Using the listing below, work out how many lines contain the word "function", and respond with that number alone.

> **SOURCE MATERIAL**:
-.-.-

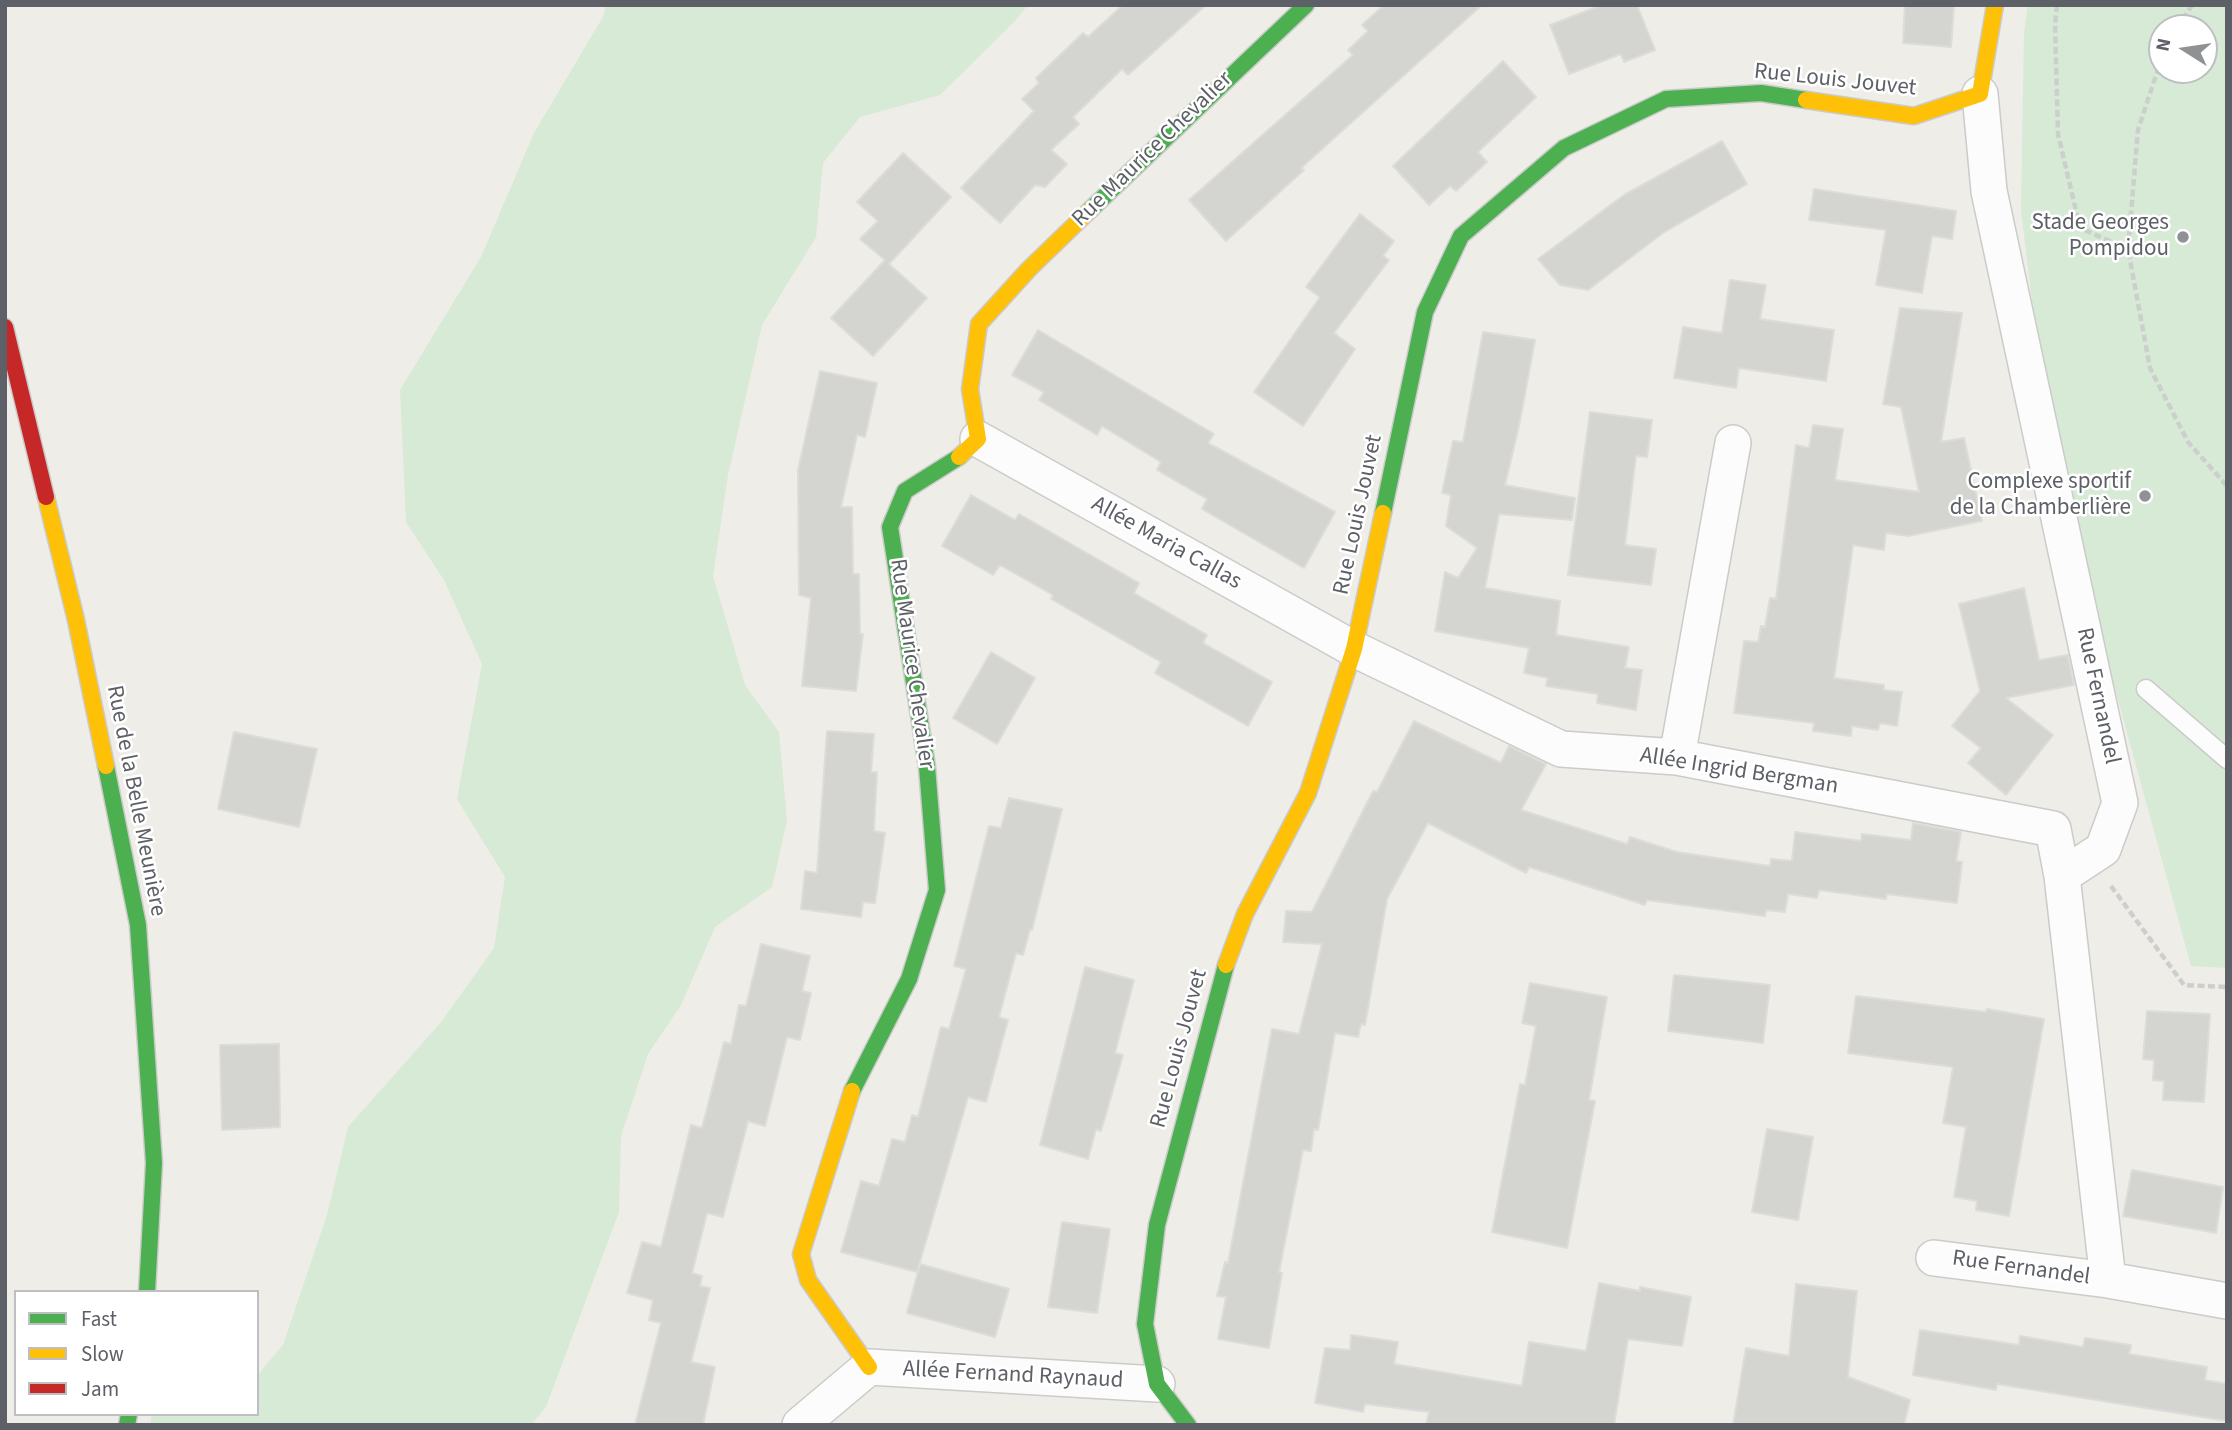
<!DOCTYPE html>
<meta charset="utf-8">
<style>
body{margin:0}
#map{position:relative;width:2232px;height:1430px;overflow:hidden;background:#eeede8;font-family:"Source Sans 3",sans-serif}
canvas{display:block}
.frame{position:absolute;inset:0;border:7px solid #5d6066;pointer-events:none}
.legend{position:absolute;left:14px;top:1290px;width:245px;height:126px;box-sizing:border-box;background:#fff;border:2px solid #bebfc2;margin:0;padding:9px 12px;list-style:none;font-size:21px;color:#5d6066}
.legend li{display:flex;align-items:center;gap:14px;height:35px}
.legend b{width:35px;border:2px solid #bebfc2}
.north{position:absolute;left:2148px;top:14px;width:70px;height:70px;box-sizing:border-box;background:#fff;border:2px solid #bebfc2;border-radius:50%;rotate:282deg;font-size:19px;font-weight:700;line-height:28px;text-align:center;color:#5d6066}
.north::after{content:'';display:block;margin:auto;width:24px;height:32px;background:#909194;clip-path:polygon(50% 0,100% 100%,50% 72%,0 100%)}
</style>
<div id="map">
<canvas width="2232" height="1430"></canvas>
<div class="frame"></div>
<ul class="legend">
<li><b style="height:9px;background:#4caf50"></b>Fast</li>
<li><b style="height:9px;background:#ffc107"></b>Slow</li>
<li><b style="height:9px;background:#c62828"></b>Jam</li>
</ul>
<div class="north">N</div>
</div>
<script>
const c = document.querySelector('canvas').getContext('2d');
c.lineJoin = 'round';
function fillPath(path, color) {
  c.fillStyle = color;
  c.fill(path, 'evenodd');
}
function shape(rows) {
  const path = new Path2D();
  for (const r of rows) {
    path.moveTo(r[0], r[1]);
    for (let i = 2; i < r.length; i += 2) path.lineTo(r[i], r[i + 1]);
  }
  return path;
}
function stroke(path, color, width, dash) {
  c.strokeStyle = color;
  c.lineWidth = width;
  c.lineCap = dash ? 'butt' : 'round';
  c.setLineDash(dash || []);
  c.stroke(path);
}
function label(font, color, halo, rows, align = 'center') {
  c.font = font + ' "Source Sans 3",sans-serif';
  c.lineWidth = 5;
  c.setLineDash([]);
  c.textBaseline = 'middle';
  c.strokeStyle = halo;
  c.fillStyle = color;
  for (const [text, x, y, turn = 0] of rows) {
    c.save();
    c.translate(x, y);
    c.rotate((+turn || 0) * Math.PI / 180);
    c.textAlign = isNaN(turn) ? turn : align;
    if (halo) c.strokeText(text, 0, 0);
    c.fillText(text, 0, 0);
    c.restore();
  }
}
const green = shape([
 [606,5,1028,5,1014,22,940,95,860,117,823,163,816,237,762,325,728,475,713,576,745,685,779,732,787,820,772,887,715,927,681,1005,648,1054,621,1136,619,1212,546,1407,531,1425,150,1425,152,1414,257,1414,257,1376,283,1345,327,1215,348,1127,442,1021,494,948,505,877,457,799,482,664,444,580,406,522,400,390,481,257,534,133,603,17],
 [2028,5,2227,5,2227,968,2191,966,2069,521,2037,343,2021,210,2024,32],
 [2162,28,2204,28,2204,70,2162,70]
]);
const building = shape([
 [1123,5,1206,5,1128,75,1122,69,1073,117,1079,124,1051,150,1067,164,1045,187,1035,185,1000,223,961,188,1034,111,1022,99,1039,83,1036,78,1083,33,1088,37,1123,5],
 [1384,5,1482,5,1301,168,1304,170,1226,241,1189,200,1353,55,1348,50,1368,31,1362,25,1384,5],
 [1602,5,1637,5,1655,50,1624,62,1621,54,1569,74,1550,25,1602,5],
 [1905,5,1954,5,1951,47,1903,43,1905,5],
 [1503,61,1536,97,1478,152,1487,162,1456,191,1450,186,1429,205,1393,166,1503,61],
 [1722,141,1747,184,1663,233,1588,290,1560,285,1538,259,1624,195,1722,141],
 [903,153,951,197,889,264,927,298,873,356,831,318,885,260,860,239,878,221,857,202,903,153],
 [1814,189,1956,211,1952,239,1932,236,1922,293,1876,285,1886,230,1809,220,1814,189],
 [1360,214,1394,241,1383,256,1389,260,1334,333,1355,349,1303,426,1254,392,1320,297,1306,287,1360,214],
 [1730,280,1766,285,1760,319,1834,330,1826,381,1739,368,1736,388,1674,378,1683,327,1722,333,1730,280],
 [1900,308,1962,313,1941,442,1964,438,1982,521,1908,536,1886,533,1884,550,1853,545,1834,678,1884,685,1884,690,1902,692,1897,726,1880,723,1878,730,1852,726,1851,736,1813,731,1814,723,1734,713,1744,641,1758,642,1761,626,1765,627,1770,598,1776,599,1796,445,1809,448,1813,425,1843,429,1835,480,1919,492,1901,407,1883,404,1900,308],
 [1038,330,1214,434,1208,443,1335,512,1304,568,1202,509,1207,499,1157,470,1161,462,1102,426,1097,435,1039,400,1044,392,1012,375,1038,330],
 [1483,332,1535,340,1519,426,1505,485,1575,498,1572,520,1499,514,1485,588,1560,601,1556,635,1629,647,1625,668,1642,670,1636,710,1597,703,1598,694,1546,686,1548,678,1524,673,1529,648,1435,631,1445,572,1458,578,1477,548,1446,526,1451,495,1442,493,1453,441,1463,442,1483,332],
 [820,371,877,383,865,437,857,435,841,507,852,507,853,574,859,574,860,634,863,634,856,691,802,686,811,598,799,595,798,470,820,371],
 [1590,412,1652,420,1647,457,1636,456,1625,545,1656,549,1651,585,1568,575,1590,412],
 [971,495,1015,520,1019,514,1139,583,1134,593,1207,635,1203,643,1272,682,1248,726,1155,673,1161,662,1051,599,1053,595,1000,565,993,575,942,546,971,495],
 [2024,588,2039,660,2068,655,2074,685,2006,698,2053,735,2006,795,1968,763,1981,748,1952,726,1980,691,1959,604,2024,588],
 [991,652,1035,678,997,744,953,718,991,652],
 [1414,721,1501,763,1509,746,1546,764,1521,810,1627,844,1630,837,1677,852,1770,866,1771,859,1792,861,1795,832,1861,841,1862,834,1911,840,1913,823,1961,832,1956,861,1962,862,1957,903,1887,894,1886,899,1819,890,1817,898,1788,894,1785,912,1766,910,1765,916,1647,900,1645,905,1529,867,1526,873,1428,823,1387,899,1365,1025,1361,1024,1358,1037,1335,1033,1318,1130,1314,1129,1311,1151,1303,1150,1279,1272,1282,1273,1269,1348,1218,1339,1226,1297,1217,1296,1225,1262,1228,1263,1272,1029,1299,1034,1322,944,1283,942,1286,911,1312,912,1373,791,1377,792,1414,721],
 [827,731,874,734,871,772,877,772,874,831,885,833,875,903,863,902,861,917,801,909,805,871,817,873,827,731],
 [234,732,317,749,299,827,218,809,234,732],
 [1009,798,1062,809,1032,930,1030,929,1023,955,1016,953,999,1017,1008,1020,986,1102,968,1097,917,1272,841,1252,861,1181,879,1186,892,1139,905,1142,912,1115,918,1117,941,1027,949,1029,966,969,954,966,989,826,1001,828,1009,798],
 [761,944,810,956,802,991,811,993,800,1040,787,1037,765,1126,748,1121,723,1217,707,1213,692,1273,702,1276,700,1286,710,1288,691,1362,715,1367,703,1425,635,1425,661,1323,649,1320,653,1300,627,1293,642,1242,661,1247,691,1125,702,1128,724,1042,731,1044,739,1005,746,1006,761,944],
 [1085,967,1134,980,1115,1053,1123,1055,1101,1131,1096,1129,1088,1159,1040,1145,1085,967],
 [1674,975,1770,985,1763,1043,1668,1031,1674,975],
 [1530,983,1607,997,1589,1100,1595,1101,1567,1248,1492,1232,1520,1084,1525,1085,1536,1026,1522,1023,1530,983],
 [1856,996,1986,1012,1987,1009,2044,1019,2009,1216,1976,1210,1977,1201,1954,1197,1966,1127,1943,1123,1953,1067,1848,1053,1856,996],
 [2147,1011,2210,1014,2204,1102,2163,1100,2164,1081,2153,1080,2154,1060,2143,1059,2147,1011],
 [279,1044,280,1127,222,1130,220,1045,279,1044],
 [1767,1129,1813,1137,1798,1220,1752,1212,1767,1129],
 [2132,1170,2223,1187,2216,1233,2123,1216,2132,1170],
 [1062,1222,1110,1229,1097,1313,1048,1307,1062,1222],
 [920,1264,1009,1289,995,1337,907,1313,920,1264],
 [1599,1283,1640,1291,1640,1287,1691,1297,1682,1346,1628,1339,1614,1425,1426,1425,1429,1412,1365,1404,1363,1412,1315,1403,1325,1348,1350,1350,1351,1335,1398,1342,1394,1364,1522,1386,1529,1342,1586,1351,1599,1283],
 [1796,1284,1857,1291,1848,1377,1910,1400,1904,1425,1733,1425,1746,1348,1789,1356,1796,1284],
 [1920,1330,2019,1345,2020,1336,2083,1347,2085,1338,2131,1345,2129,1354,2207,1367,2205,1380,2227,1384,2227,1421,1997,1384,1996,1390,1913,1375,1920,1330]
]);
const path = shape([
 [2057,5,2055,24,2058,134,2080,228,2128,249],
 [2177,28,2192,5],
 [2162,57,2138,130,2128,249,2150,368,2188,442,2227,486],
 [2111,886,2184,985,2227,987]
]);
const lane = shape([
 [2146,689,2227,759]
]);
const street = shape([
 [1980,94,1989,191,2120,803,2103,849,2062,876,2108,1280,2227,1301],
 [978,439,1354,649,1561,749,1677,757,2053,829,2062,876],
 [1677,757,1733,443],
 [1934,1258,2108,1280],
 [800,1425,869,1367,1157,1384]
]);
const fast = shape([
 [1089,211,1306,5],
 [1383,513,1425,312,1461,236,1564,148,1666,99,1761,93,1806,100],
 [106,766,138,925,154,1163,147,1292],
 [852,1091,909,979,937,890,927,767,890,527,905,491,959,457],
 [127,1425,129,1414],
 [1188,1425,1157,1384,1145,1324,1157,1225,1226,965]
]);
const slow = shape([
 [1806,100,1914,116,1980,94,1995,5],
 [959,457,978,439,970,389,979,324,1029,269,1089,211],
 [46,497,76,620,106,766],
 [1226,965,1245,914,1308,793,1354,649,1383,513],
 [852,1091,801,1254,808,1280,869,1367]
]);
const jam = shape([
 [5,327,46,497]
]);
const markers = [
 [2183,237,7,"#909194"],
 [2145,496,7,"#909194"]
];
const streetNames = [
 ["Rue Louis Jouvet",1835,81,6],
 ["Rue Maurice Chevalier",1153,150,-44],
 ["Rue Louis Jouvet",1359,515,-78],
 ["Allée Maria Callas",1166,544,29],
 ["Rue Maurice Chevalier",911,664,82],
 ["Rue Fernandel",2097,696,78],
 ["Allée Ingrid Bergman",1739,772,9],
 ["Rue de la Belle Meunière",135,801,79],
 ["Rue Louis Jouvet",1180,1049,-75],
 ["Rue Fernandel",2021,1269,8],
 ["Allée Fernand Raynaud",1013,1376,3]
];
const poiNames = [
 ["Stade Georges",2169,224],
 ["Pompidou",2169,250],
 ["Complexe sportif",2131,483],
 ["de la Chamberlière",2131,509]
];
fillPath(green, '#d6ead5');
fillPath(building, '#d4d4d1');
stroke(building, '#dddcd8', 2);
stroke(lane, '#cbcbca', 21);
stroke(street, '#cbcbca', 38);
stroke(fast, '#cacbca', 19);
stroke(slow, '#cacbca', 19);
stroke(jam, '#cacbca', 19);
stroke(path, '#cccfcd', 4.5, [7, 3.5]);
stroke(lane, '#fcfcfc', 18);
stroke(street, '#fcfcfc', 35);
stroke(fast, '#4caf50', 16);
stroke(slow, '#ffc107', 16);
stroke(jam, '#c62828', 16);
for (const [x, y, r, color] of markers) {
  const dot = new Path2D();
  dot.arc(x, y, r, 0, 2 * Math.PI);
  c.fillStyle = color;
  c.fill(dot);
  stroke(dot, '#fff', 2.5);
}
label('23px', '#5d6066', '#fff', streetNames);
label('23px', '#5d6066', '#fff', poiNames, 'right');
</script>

-.-.-

> **ANSWER TO THIS PROBLEM**: 4